- _Extracted records_:
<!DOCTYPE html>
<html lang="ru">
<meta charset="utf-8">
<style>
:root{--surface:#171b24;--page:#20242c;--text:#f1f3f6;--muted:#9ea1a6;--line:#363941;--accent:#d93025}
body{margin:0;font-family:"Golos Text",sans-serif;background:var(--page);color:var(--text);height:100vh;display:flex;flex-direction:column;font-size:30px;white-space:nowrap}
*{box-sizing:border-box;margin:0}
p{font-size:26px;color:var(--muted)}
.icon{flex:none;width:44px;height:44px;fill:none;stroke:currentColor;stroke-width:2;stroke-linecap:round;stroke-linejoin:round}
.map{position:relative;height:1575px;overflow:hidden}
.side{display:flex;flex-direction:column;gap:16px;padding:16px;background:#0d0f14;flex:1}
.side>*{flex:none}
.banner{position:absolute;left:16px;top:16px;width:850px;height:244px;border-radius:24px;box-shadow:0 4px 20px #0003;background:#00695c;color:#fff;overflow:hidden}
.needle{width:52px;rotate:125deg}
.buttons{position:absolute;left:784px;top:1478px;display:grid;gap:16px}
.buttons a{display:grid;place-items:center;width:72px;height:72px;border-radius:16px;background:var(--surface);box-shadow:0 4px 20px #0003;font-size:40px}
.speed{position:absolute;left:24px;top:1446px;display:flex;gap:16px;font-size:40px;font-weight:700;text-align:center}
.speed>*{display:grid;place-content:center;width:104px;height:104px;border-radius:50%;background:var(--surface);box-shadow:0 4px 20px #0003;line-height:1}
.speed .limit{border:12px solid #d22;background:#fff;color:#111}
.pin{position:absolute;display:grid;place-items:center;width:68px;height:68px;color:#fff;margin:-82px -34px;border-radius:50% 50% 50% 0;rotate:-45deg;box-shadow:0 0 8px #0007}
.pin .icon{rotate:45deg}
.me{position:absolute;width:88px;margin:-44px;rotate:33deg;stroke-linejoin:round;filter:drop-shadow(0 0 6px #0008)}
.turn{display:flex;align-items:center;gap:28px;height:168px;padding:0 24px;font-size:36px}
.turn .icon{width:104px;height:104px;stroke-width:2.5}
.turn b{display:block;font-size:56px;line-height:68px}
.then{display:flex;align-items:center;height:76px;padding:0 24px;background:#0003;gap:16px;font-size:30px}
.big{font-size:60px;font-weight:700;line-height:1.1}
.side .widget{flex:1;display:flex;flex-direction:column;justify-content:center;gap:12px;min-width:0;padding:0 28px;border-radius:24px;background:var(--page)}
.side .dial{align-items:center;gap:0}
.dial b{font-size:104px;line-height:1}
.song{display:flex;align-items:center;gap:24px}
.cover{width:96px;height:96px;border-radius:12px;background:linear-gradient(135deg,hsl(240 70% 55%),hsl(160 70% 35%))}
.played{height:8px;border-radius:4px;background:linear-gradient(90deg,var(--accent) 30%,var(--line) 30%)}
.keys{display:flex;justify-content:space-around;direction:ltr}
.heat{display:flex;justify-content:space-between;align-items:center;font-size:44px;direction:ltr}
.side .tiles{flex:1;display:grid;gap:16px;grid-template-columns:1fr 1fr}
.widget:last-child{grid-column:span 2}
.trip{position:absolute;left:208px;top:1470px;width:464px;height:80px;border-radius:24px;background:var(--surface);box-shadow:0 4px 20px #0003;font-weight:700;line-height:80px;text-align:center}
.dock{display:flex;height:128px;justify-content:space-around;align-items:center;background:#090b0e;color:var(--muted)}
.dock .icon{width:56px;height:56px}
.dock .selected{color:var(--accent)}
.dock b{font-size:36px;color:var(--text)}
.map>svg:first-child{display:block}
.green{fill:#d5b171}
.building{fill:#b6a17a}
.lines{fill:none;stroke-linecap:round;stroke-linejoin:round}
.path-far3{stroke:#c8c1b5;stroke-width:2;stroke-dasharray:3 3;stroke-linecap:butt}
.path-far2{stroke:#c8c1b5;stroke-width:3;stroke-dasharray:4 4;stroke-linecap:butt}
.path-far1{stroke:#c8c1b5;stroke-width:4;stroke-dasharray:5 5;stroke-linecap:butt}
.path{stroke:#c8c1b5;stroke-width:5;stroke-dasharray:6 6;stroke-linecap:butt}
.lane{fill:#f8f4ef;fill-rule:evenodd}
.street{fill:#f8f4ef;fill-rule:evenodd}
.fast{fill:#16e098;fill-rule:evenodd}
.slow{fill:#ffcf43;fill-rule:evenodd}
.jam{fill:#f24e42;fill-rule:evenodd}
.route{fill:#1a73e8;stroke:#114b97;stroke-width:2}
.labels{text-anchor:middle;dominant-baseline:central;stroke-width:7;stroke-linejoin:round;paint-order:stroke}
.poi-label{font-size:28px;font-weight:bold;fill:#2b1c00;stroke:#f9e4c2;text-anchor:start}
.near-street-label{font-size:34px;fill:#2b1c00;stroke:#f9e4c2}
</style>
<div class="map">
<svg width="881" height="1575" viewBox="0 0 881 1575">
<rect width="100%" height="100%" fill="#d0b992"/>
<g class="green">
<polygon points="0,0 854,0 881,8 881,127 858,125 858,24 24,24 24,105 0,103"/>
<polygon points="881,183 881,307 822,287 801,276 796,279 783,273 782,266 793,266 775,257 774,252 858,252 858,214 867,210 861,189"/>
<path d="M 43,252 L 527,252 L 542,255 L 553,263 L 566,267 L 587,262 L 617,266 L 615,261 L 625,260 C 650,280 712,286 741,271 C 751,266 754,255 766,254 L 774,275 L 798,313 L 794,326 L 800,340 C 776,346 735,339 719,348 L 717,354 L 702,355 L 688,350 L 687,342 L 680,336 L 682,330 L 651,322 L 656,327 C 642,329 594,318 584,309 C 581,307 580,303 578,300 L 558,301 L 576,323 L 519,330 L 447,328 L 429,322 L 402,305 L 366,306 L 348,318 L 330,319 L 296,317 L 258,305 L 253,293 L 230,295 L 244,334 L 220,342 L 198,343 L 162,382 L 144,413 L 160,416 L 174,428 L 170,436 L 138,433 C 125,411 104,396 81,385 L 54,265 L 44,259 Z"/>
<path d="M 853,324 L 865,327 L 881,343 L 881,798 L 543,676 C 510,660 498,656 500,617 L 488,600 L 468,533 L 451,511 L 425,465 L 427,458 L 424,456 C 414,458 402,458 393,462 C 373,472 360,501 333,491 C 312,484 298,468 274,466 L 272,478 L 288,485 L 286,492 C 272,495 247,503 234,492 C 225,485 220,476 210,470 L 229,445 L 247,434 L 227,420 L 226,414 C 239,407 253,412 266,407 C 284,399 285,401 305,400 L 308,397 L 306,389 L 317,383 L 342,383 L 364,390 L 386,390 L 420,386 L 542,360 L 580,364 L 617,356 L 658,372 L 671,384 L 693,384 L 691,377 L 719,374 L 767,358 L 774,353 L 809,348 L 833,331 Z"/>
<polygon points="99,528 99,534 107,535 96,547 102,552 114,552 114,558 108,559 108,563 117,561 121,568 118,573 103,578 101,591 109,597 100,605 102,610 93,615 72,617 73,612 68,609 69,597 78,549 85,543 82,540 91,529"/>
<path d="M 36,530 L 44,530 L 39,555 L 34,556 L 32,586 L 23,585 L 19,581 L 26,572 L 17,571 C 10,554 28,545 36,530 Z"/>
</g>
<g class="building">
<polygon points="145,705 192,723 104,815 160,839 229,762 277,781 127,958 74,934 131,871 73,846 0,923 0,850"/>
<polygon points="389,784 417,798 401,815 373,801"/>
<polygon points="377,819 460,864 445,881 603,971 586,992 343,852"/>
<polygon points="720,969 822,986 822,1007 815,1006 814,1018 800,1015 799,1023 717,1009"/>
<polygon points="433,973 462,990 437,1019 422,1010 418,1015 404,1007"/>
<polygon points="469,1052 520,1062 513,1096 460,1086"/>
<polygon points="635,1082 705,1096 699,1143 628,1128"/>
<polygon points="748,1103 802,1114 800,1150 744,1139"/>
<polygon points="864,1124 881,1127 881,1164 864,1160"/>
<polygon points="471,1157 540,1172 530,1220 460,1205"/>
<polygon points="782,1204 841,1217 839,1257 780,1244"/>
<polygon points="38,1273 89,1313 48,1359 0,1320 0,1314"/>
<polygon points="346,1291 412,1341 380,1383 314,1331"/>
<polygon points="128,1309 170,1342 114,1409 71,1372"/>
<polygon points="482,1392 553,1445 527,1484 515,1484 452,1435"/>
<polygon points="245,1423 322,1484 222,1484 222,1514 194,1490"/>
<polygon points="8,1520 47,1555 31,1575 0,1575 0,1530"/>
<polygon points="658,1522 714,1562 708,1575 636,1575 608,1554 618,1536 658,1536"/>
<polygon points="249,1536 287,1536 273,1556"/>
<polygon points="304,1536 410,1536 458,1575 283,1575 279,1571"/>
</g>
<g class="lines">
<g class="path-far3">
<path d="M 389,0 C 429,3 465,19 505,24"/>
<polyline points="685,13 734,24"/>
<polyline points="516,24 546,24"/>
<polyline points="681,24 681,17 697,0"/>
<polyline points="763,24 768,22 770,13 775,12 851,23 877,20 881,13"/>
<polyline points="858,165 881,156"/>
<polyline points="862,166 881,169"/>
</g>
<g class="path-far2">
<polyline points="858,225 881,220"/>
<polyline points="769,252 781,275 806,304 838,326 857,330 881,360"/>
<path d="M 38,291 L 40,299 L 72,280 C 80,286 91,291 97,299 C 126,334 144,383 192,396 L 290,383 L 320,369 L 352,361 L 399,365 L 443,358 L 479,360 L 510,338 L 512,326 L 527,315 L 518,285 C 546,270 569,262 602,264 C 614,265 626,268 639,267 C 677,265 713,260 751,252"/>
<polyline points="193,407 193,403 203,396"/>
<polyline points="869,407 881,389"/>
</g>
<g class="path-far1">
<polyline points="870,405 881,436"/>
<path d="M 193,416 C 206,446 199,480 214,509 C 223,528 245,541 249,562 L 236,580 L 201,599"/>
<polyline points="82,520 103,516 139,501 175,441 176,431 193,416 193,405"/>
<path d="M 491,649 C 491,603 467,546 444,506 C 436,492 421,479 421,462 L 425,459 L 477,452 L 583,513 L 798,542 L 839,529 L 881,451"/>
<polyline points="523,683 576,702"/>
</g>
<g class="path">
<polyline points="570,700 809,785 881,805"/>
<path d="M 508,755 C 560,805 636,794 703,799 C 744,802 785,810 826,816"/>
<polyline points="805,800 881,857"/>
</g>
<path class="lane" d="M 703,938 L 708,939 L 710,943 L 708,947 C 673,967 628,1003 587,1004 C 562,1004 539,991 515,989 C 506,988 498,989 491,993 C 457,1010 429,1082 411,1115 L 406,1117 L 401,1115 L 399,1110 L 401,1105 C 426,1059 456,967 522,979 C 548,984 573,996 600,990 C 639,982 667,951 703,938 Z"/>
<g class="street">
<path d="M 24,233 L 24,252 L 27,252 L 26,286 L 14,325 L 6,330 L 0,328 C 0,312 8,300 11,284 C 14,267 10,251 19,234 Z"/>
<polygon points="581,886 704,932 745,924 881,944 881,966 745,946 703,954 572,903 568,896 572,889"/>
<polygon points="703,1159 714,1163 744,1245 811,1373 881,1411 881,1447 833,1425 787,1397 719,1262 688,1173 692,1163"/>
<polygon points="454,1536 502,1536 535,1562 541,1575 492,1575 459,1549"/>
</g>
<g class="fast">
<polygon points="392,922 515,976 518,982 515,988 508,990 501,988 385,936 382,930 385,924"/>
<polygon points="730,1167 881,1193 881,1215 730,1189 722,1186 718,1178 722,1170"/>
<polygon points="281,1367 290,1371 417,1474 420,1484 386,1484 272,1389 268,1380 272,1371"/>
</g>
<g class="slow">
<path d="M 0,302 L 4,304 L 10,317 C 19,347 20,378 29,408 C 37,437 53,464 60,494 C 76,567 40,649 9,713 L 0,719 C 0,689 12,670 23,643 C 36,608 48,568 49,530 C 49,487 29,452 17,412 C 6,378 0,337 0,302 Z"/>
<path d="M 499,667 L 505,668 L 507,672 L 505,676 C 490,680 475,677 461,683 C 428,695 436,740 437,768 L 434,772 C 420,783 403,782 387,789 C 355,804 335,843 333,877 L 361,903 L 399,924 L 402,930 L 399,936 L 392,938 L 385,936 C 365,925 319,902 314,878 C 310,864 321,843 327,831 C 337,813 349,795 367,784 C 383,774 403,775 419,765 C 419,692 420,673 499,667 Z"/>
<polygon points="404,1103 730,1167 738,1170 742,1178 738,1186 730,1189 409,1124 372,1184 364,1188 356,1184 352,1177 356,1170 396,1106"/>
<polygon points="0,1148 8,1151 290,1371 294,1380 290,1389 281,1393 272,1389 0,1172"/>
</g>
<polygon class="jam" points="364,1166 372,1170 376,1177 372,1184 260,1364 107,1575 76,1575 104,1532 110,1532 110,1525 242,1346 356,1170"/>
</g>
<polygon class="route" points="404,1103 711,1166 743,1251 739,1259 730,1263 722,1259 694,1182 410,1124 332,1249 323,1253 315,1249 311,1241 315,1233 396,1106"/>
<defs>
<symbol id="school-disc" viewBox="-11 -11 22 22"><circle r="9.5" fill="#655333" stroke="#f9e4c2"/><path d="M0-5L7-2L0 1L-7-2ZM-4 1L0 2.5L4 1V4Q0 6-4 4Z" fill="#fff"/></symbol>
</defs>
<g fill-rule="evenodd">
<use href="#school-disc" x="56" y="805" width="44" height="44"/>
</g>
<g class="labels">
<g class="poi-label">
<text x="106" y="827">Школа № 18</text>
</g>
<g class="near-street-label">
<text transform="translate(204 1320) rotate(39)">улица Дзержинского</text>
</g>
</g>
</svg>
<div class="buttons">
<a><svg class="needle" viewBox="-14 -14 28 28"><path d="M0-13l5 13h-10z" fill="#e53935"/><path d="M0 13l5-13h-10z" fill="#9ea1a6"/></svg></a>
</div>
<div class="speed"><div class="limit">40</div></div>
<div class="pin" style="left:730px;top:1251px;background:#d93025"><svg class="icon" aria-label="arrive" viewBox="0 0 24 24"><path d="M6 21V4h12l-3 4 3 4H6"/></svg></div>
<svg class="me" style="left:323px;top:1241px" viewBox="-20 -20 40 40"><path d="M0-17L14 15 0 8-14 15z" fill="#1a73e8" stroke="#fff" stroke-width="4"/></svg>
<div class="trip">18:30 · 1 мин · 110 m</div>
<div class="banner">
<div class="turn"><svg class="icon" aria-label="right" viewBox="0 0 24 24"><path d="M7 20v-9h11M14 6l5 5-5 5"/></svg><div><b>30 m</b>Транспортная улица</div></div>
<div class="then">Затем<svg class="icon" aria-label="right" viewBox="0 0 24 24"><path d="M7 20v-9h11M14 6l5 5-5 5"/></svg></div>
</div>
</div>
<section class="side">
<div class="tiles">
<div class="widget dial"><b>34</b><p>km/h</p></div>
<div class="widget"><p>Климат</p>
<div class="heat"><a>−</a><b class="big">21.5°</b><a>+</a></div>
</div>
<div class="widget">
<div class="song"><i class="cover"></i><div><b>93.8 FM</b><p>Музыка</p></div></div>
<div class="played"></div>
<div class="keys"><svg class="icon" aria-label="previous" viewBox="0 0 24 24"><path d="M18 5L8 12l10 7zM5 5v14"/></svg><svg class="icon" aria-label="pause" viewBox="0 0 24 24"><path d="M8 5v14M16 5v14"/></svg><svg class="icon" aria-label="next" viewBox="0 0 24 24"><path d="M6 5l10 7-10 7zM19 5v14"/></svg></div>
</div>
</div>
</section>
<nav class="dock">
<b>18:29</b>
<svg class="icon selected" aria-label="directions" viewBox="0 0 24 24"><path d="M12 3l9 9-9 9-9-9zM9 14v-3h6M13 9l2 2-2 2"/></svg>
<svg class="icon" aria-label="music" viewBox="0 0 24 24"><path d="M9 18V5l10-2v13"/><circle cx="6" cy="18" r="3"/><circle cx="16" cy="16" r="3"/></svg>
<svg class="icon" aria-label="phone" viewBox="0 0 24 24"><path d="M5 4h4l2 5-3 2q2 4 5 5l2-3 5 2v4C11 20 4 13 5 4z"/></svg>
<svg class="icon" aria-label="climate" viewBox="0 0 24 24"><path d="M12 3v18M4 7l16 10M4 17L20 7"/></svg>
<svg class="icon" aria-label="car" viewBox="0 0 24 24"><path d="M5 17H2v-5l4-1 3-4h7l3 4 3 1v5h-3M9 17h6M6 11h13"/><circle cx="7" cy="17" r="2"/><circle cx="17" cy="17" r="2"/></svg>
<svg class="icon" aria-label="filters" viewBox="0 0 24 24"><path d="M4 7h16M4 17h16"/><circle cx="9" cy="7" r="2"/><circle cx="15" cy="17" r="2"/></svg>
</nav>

- _Problem details_: Please return every line of the material above that includes "buttons".

- _Result of the exercise_:
.buttons{position:absolute;left:784px;top:1478px;display:grid;gap:16px}
.buttons a{display:grid;place-items:center;width:72px;height:72px;border-radius:16px;background:var(--surface);box-shadow:0 4px 20px #0003;font-size:40px}
<div class="buttons">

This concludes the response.